TO DO:
Reproduce all the data exactly, without pictures.

DATA:
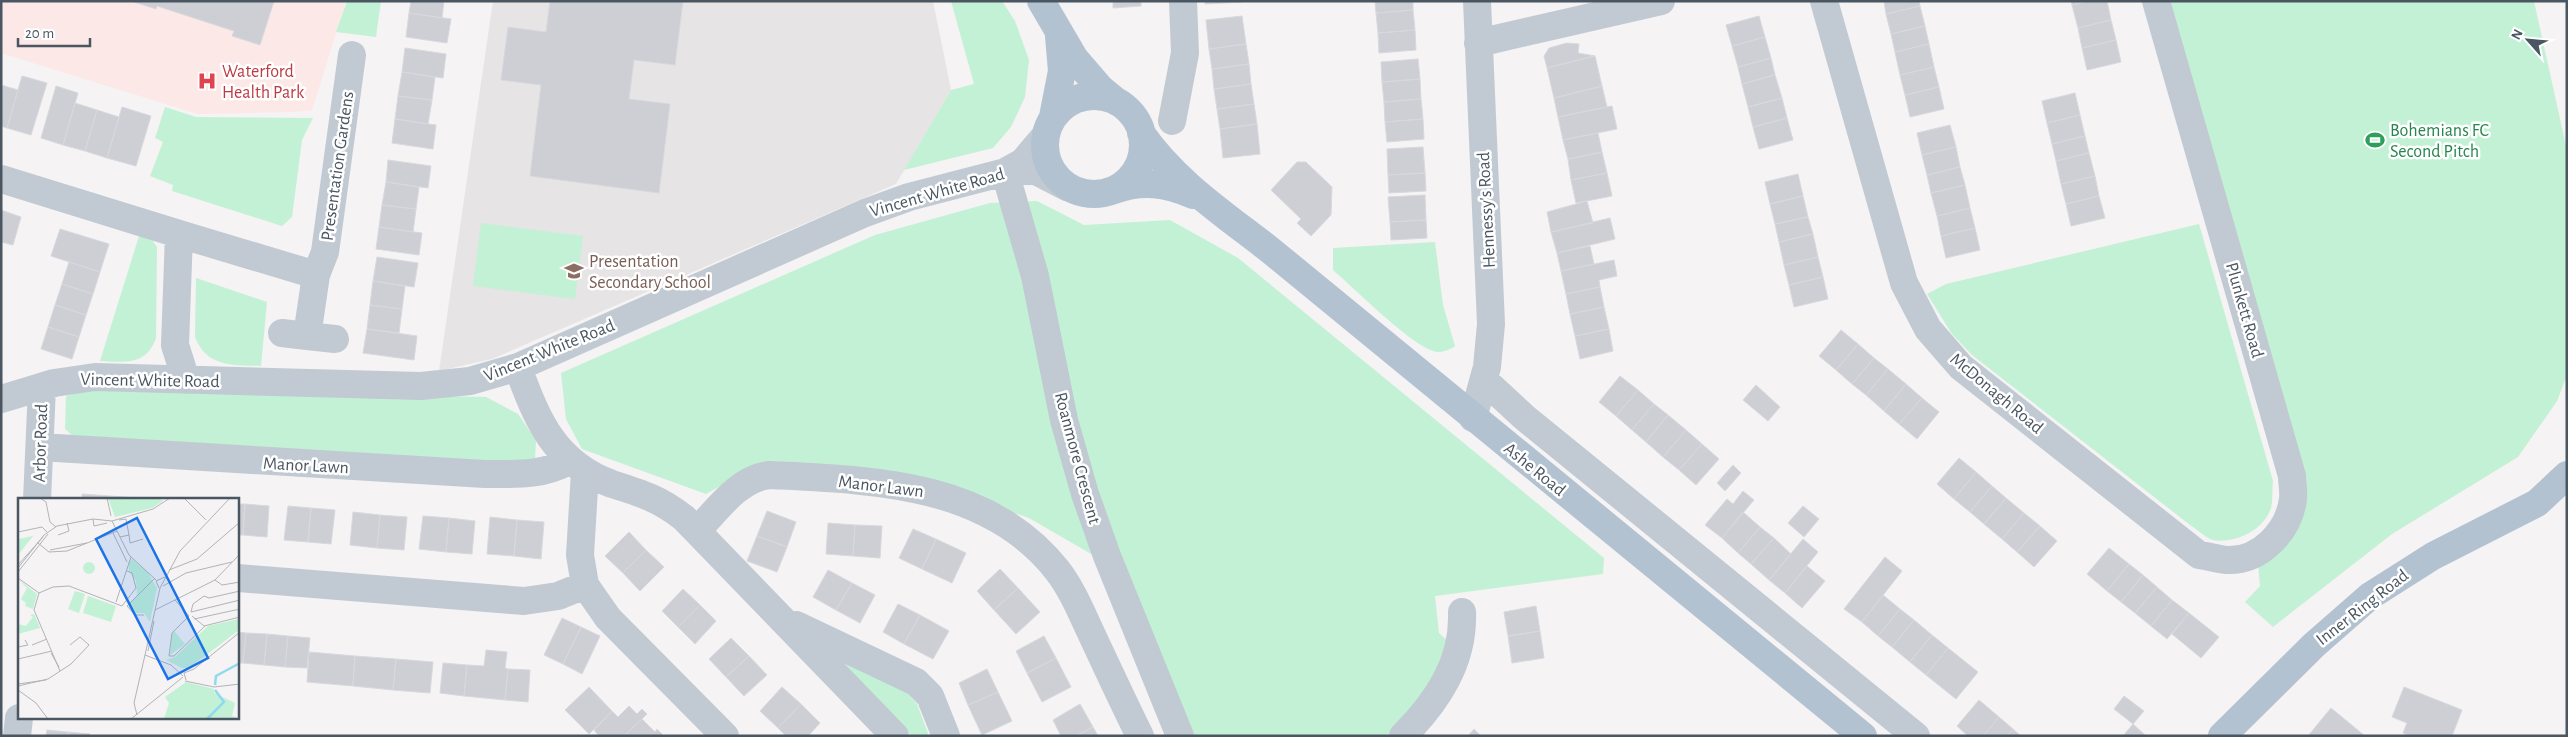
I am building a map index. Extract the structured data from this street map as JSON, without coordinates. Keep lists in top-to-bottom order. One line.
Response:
{"streets":{"main road":["Ashe Road","Inner Ring Road"],"street":["Presentation Gardens","Vincent White Road","Hennessy's Road","Plunkett Road","McDonagh Road","Arbor Road","Roanmore Crescent","Manor Lawn"]},"crossings":[["Vincent White Road","Arbor Road"],["Vincent White Road","Roanmore Crescent"],["Vincent White Road","Ashe Road"],["Hennessy's Road","Ashe Road"],["Plunkett Road","McDonagh Road"],["Arbor Road","Manor Lawn"]],"places":{"hospital":["Waterford Health Park"],"sports":["Bohemians FC Second Pitch"],"school or university":["Presentation Secondary School"]},"scale_bar":"20 m","north":"top left"}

RESULT OF THE TASK:
I am building a map index. Extract the structured data from this street map as JSON, without coordinates. Keep lists in top-to-bottom order. One line.
Response:
{"streets":{"main road":["Ashe Road","Inner Ring Road"],"street":["Presentation Gardens","Vincent White Road","Hennessy's Road","Plunkett Road","McDonagh Road","Arbor Road","Roanmore Crescent","Manor Lawn"]},"crossings":[["Vincent White Road","Arbor Road"],["Vincent White Road","Roanmore Crescent"],["Vincent White Road","Ashe Road"],["Hennessy's Road","Ashe Road"],["Plunkett Road","McDonagh Road"],["Arbor Road","Manor Lawn"]],"places":{"hospital":["Waterford Health Park"],"sports":["Bohemians FC Second Pitch"],"school or university":["Presentation Secondary School"]},"scale_bar":"20 m","north":"top left"}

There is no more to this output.